New advancements start by removing friction from the equation. Friction is essential to fluids: it’s what gives them “viscosity,” which is, among other things, how fish are able to swim, using the friction of water to propel themselves forward. But viscosity – that feedback between motion and the medium – also makes the mathematics of a fluid particularly difficult to master.
So mathematicians hope that the easiest way to find an explosion in the Navier-Stokes equations is to first find it in their frictionless cousins, the Euler equations. “The natural path to Navier-Stokes would be to go through Euler,” says Javier Gómez-Serrano, a mathematician at Brown University.
In 2022, this approach worked for a variation of the millennium problem concerning compressible fluids, such as air – the feat earned mathematician Frank Merle this year illustrious breakthrough prize in mathematics.
But incompressible fluids like water cause additional complications. A person diving at one end of a pool will raise the level of a floating buoy at the other. Everything affects everything else, which makes the calculations much more difficult. Many theorists have turned to machines to seek an explosion in the vast landscape of possibilities.
Glimpses of infinity
Last September, a group of mathematicians including Gómez-Serrano reported in a preprint that they had seen glimpses of infinity on their computer screens. They simulated a frictionless fluid trapped in a cylinder, like coffee swirling in a cup. And the AI they were working with, built in collaboration with Google’s DeepMind team, located a point near the edge of the cup where the fluid’s speed seemed infinite.
“I want to discover an explosion. It doesn’t matter whether it’s with or without AI,” Gómez-Serrano said at a symposium at Columbia University in March. “It’s a tool that allowed me to go further, so I used it. »
It may take years for the team to prove mathematically that the supposed explosion actually obeys Euler’s equations. And Clay’s problem requires an explosion in a infinity fluid – less a cup of coffee, more a limitless sea. Still, the result suggests that computer-aided screening could one day decipher Euler’s equations – and perhaps Navier-Stokes’s.
The AI in question has little in common with the major linguistic models that are now shaking up virtually all sectors of society. But that hasn’t stopped some experts from citing the development as an omen that computers will come first to take over Navier-Stokes and then all other open mathematical problems, leaving an uncertain role at the domain’s frontier for the human mind.

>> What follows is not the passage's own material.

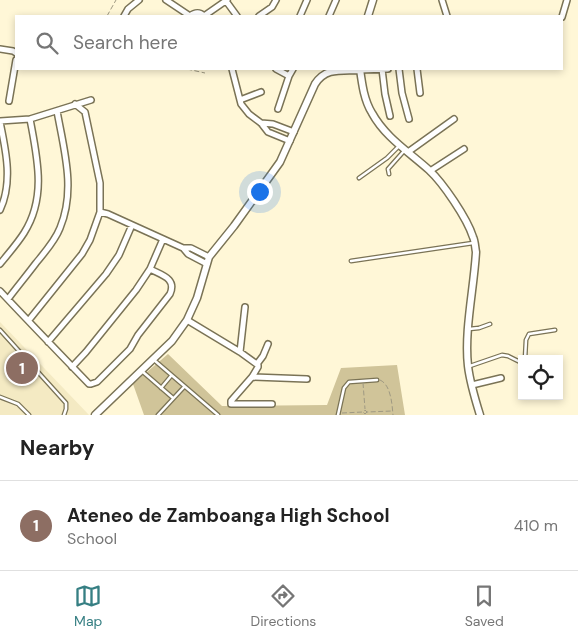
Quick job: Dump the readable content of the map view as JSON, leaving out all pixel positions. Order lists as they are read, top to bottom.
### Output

In February, however, three mathematicians showed in another preprint that this AI revolution could actually be far from blowing up Navier-Stokes. The DeepMind computer, like other simulations, assumes that the fluid rotates around a central axis. Many mathematicians agree that an explosion can have this “axial symmetry,” and that’s what simplifies their simulations enough that modern computers can handle it. But the new proof showed that virtually any explosion of Euler’s equations exhibiting this symmetry won’t postponement to Navier-Stokes. Adding friction would make such an infinite finite. The viscosity of your coffee will prevent this little tornado from breaking out.
“It doesn’t look promising,” says Vlad Vicol, a mathematician at New York University who co-authored the preprint. “For axial symmetry, it would really take a miracle.” Merle agrees. “The document shows that the method, as it stands, does not work,” he says.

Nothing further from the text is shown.